Plainly it screws up your mind to have it broken down and rebuilt without your knowledge or consent ! So, when you sense or display signs from a subconscious level - he had to come up with excuses - and so the barriers to study were born !
The names are just anything YOU could believe sounded studious, the PHENOMENA and more importantly YOUR new beliefs and behavior when encountering them are the key to understanding Scientology "Study Technology" ! YOU become a self-hypnotizer ! Doing HIS work for him, like a good slave.
He divides your mind against itself by misinforming you about its nature AND how to "help", er CONFUSE it.

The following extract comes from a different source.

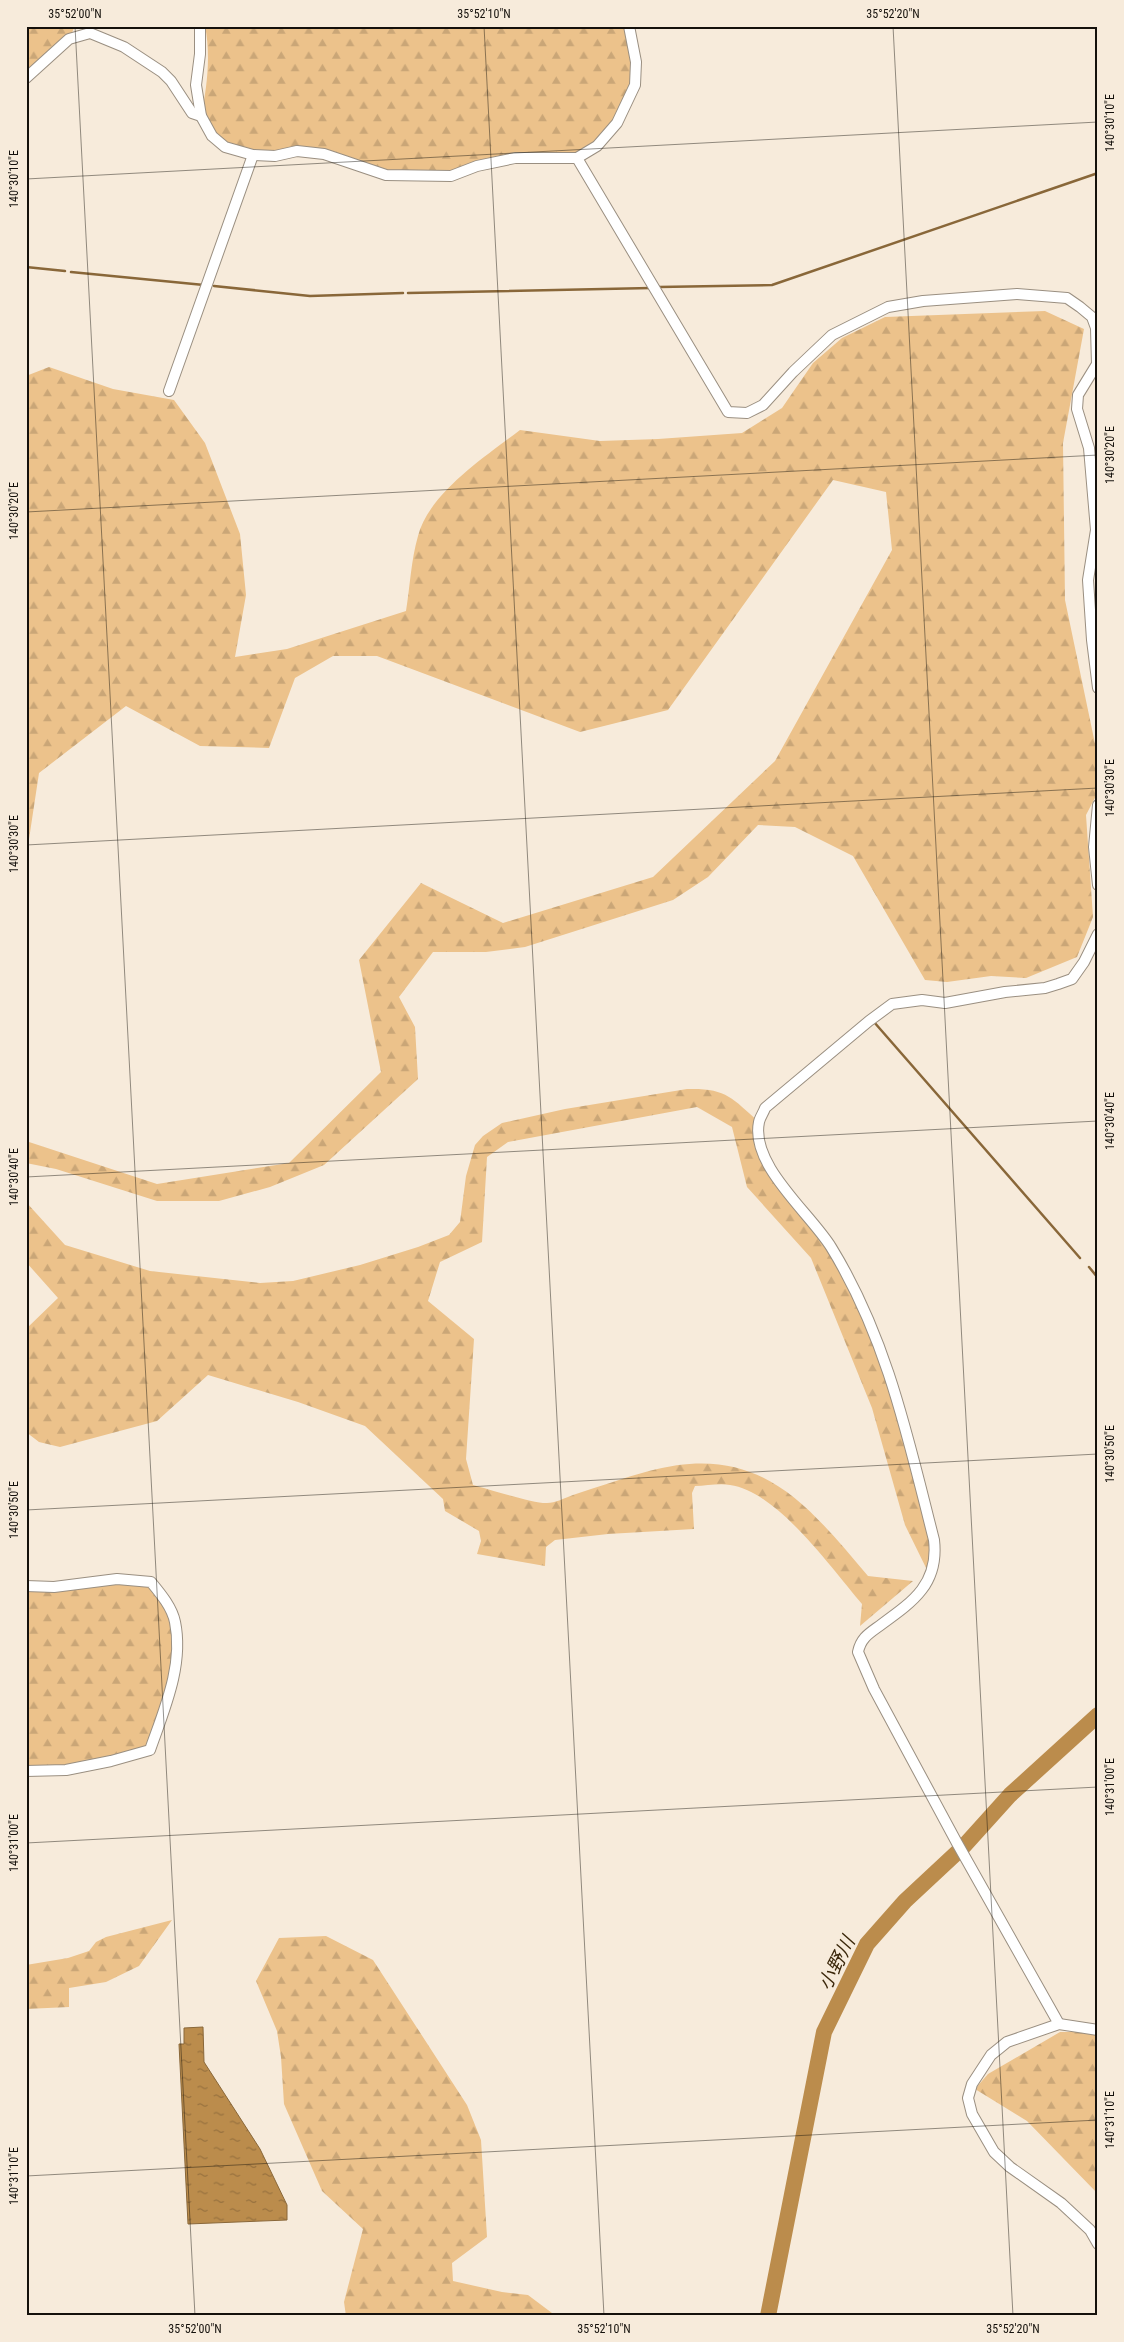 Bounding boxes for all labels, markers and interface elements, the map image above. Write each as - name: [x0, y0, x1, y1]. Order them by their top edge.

In Krasner’s “The Wizard Within”, pg. 2, 1999, he states:
“I believe hypnosis to be a process which produces relaxation, distraction of the conscious mind, heightened suggestibility, and increased awareness, allowing access to the subconscious mind through the imagination. It also produces the ability to experience thoughts and images as real.”

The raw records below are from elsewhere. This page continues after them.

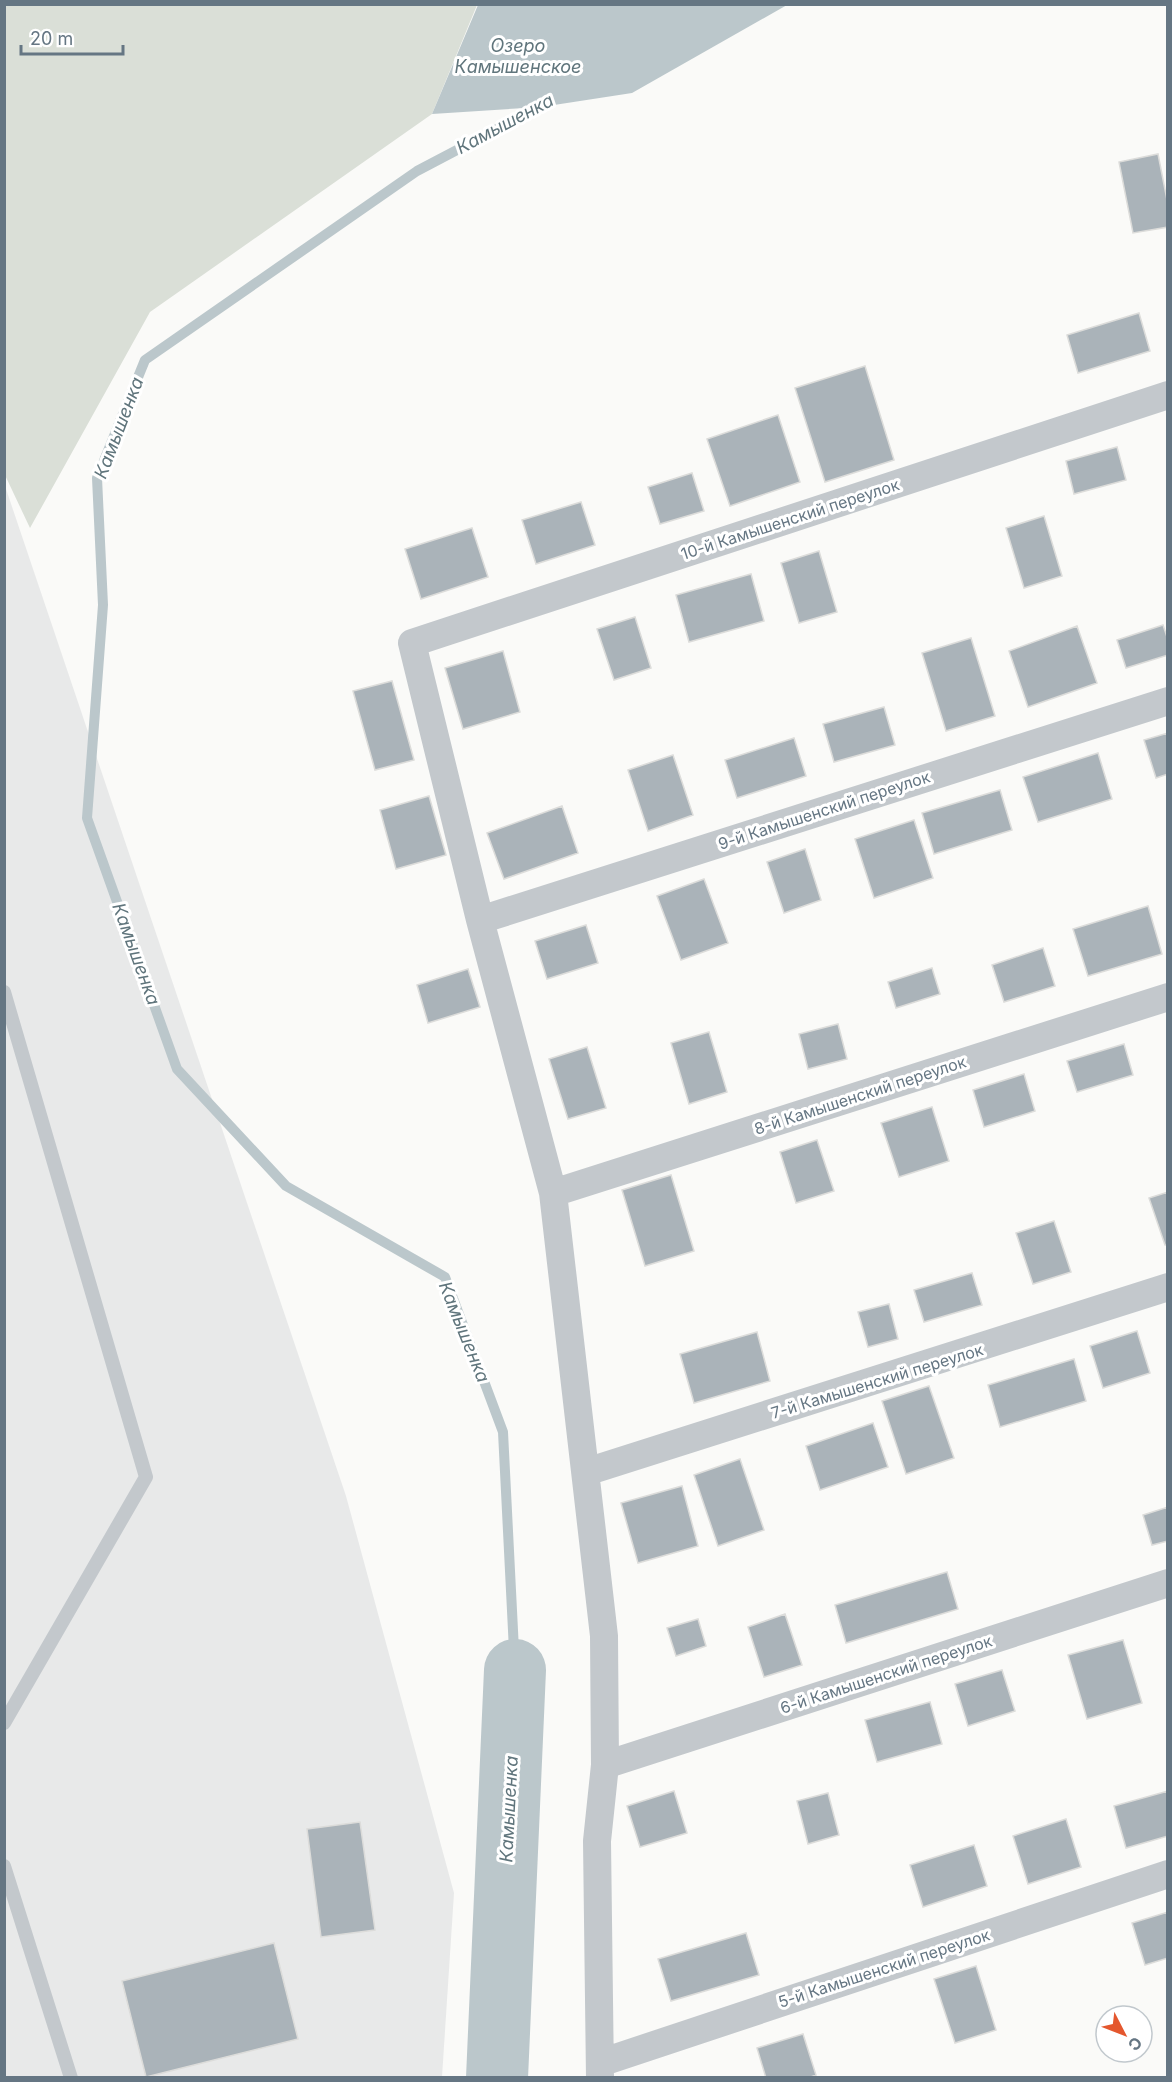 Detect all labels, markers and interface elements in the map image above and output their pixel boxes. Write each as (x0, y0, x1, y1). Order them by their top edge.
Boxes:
scale bar (21, 18, 123, 56)
text: 20 m (30, 28, 73, 49)
water label: Озеро Камышенское (455, 35, 581, 77)
water label: Камышенка (453, 89, 557, 158)
water label: Камышенка (90, 374, 147, 481)
street label: 10-й Камышенский переулок (678, 474, 902, 564)
street label: 9-й Камышенский переулок (716, 766, 933, 854)
water label: Камышенка (108, 900, 165, 1008)
street label: 8-й Камышенский переулок (752, 1051, 969, 1139)
water label: Камышенка (435, 1278, 494, 1385)
street label: 7-й Камышенский переулок (769, 1339, 986, 1423)
street label: 6-й Камышенский переулок (778, 1630, 995, 1718)
water label: Камышенка (495, 1755, 522, 1863)
street label: 5-й Камышенский переулок (776, 1924, 993, 2012)
north arrow (1094, 2004, 1154, 2064)
text: С (1124, 2033, 1147, 2055)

In Ormond McGill’s, “The New Encyclopedia of Stage Hypnotism”, pg. 12, 1996, one finds:
“Basically, hypnosis can be regarded as a state of mind produced by the transference from one level of consciousness to another; a state with capacities for mental activities distinctly its own directly keyed to the automatic nervous system rather than the sympathetic (central nervous system) productive of the state of mind of somnambulism, i.e. subconscious behavior.”
And we couldn’t possibly leave out Dave Elman’s, “Hypnotherapy”, pg. 26, 1964:
“Hypnosis is a state of mind in which the critical faculty of the human is bypassed, and selective thinking established.” Continuing that, “the critical faculty of your mind is that part which passes judgment.”

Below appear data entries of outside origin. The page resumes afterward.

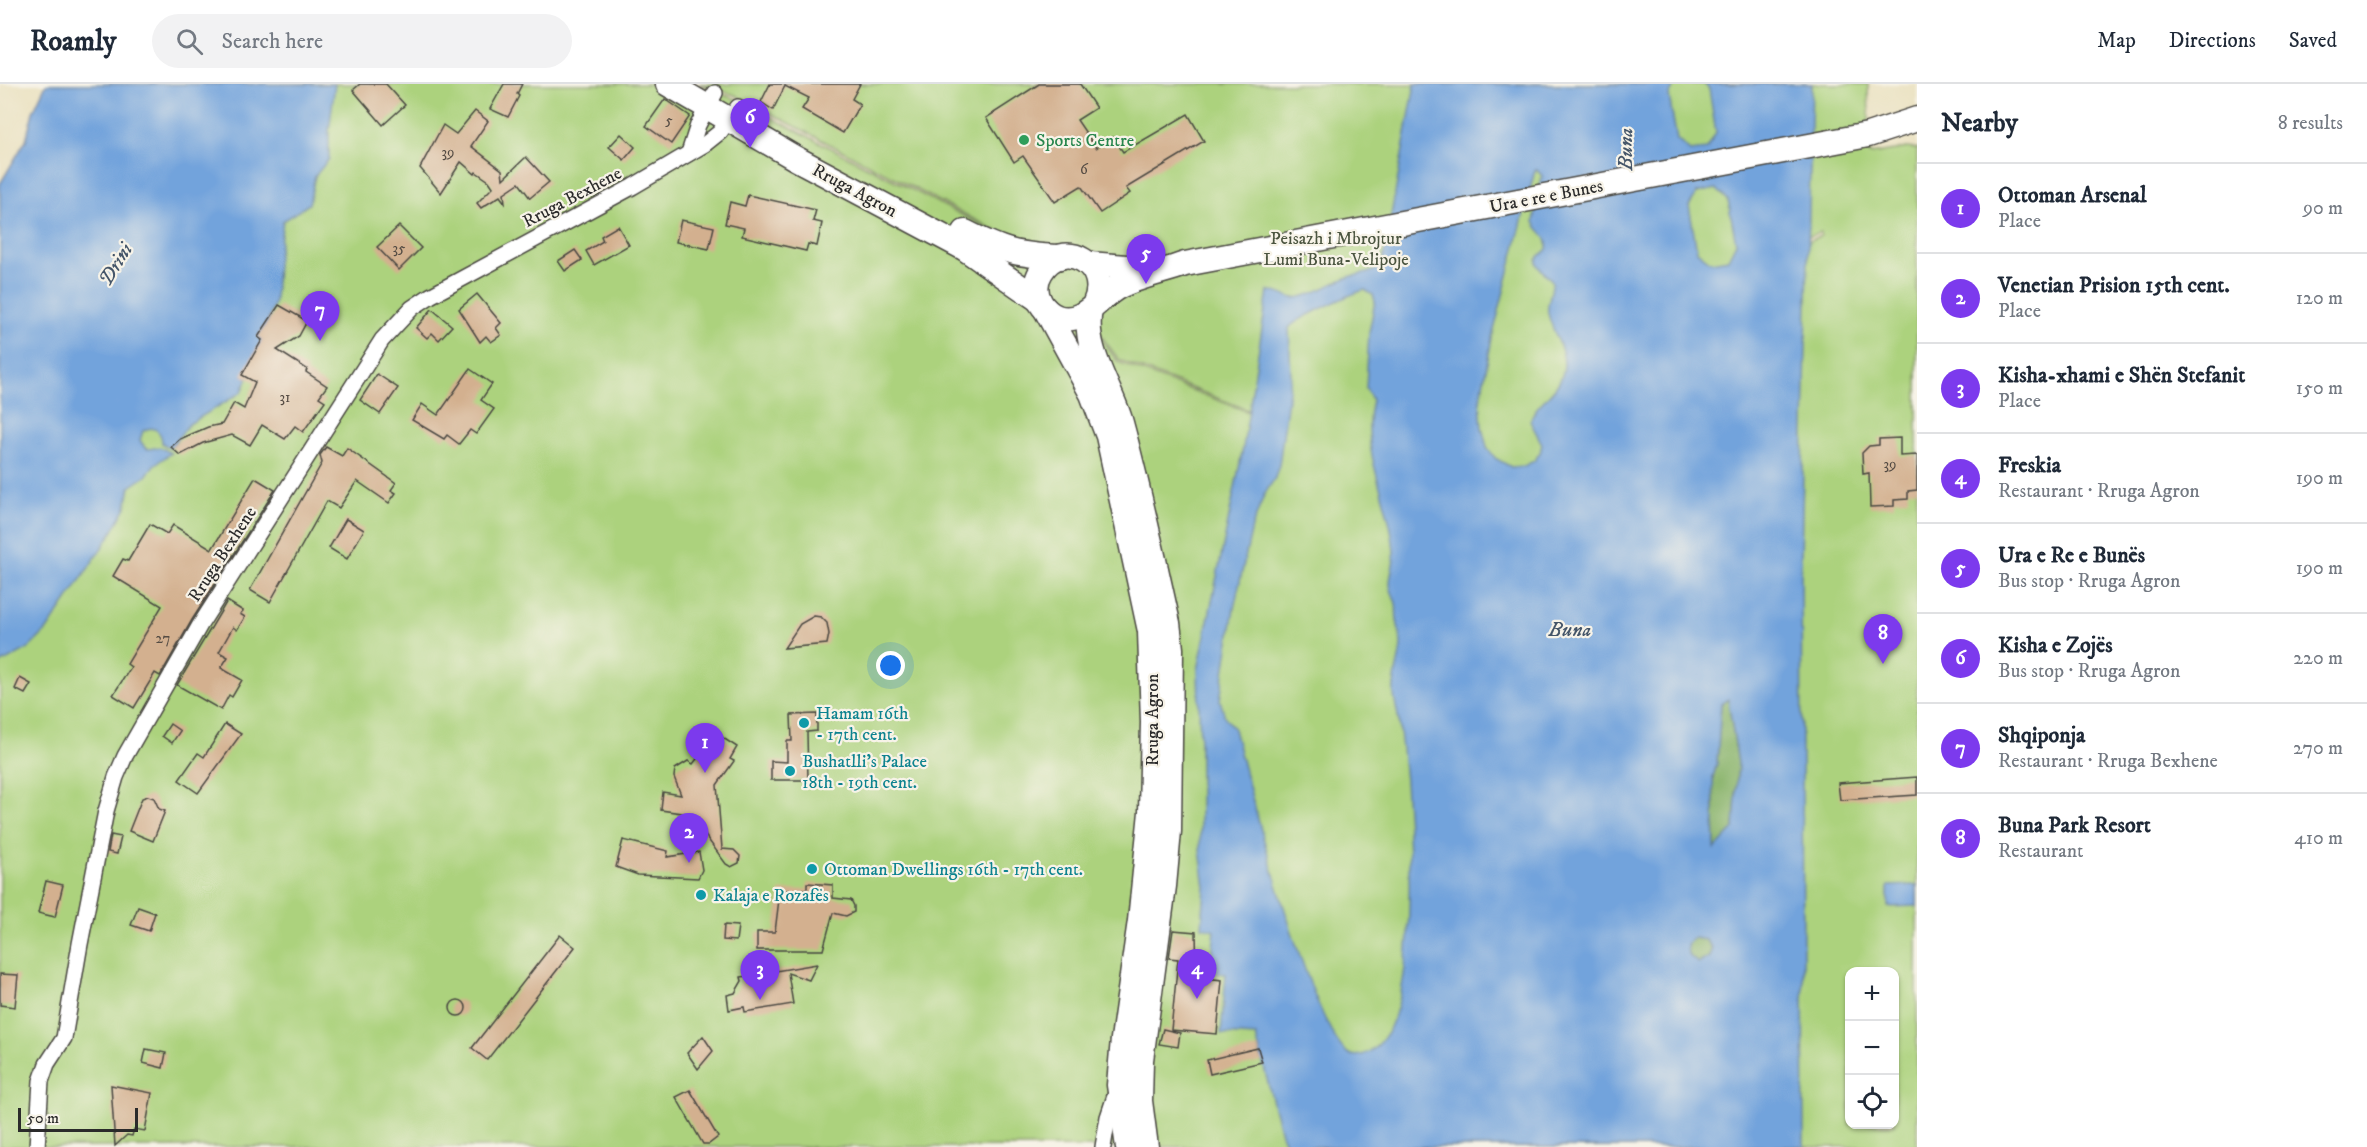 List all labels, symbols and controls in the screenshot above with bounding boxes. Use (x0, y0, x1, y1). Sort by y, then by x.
search box (152, 14, 572, 68)
text: Roamly (30, 24, 116, 59)
icon: search (173, 25, 206, 58)
text: Search here (221, 28, 323, 55)
text: Map (2097, 28, 2136, 54)
text: Directions (2169, 28, 2256, 54)
text: Saved (2289, 28, 2337, 54)
pin: 6 (730, 98, 770, 148)
text: Nearby (1941, 107, 2018, 140)
house number: 5 (665, 111, 673, 130)
text: 8 results (2278, 111, 2343, 136)
water label: Buna (1614, 128, 1639, 171)
place label: Sports Centre (1036, 130, 1134, 152)
marker: Sports Centre (1017, 133, 1031, 147)
house number: 39 (441, 143, 455, 162)
street label: Rruga Agron (808, 159, 901, 223)
house number: 6 (1080, 160, 1089, 179)
street label: Rruga Bexhene (519, 163, 626, 233)
street label: Ura e re e Bunes (1488, 175, 1605, 219)
text: Ottoman Arsenal (1998, 182, 2147, 209)
text: 1 (1957, 196, 1964, 221)
text: 90 m (2303, 196, 2343, 221)
text: Place (1998, 209, 2041, 234)
park label: Peisazh i Mbrojtur Lumi Buna-Velipoje (1263, 228, 1409, 271)
pin: 5 (1126, 234, 1166, 284)
water label: Drini (94, 237, 140, 291)
house number: 35 (392, 239, 406, 258)
text: Venetian Prision 15th cent. (1998, 272, 2230, 299)
text: 2 (1956, 286, 1965, 311)
text: 120 m (2296, 286, 2343, 311)
pin: 7 (300, 292, 340, 341)
text: Place (1998, 299, 2041, 324)
text: Kisha-xhami e Shën Stefanit (1998, 362, 2245, 389)
text: 3 (1957, 376, 1964, 401)
text: 150 m (2296, 376, 2343, 401)
house number: 31 (279, 388, 291, 407)
text: Place (1998, 389, 2041, 414)
text: Freskia (1998, 452, 2061, 479)
house number: 39 (1883, 455, 1897, 474)
text: 4 (1955, 466, 1966, 491)
text: 190 m (2296, 466, 2343, 491)
text: Restaurant · Rruga Agron (1998, 479, 2200, 504)
street label: Rruga Bexhene (184, 503, 262, 606)
text: Ura e Re e Bunës (1998, 542, 2145, 569)
text: 5 (1956, 556, 1965, 581)
text: 190 m (2296, 556, 2343, 581)
text: Bus stop · Rruga Agron (1998, 569, 2181, 594)
pin: 8 (1864, 614, 1902, 664)
water label: Buna (1548, 618, 1591, 643)
house number: 27 (156, 629, 171, 648)
text: Kisha e Zojës (1998, 632, 2113, 659)
text: 6 (1955, 646, 1966, 671)
text: 220 m (2293, 646, 2343, 671)
your location (876, 651, 905, 680)
text: Bus stop · Rruga Agron (1998, 659, 2181, 684)
street label: Rruga Agron (1142, 673, 1164, 766)
place label: Hamam 16th - 17th cent. (816, 703, 909, 746)
marker: Hamam 16th - 17th cent. (797, 716, 811, 730)
text: Shqiponja (1998, 722, 2085, 749)
pin: 1 (686, 724, 724, 773)
text: 7 (1955, 736, 1966, 761)
text: 270 m (2293, 736, 2343, 761)
text: Restaurant · Rruga Bexhene (1998, 749, 2218, 774)
place label: Bushatlli's Palace 18th - 19th cent. (802, 751, 927, 794)
marker: Bushatlli's Palace 18th - 19th cent. (783, 764, 797, 778)
text: Buna Park Resort (1998, 812, 2151, 839)
pin: 2 (670, 814, 708, 863)
text: 8 (1955, 826, 1966, 851)
text: 410 m (2294, 826, 2343, 851)
text: Restaurant (1998, 839, 2083, 864)
place label: Ottoman Dwellings 16th - 17th cent. (824, 859, 1083, 881)
marker: Ottoman Dwellings 16th - 17th cent. (805, 862, 819, 876)
place label: Kalaja e Rozafës (713, 885, 829, 907)
marker: Kalaja e Rozafës (694, 888, 708, 902)
pin: 3 (740, 950, 780, 1000)
pin: 4 (1178, 950, 1216, 999)
map controls (1845, 967, 1899, 1129)
button: + (1845, 967, 1899, 1021)
button: − (1845, 1021, 1899, 1075)
button: locate (1845, 1075, 1899, 1129)
scale bar (18, 1105, 138, 1132)
text: 50 m (27, 1108, 59, 1128)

Personally I must add that I far prefer Topher Morrison’s (Instructor for the Accelerated Hypnotherapy Certification Weekend Seminar put on by APU) interpretation of the critical faculty as “the part of you that cares to distinguish between reality and fantasy.”
“Hypnosis is conceptualized as an experientially absorbing interactional sequence that produces an altered state of consciousness wherein self-expressions begin to happen automatically, without conscious mediation." (Gilligan, Stephen, G., 1987)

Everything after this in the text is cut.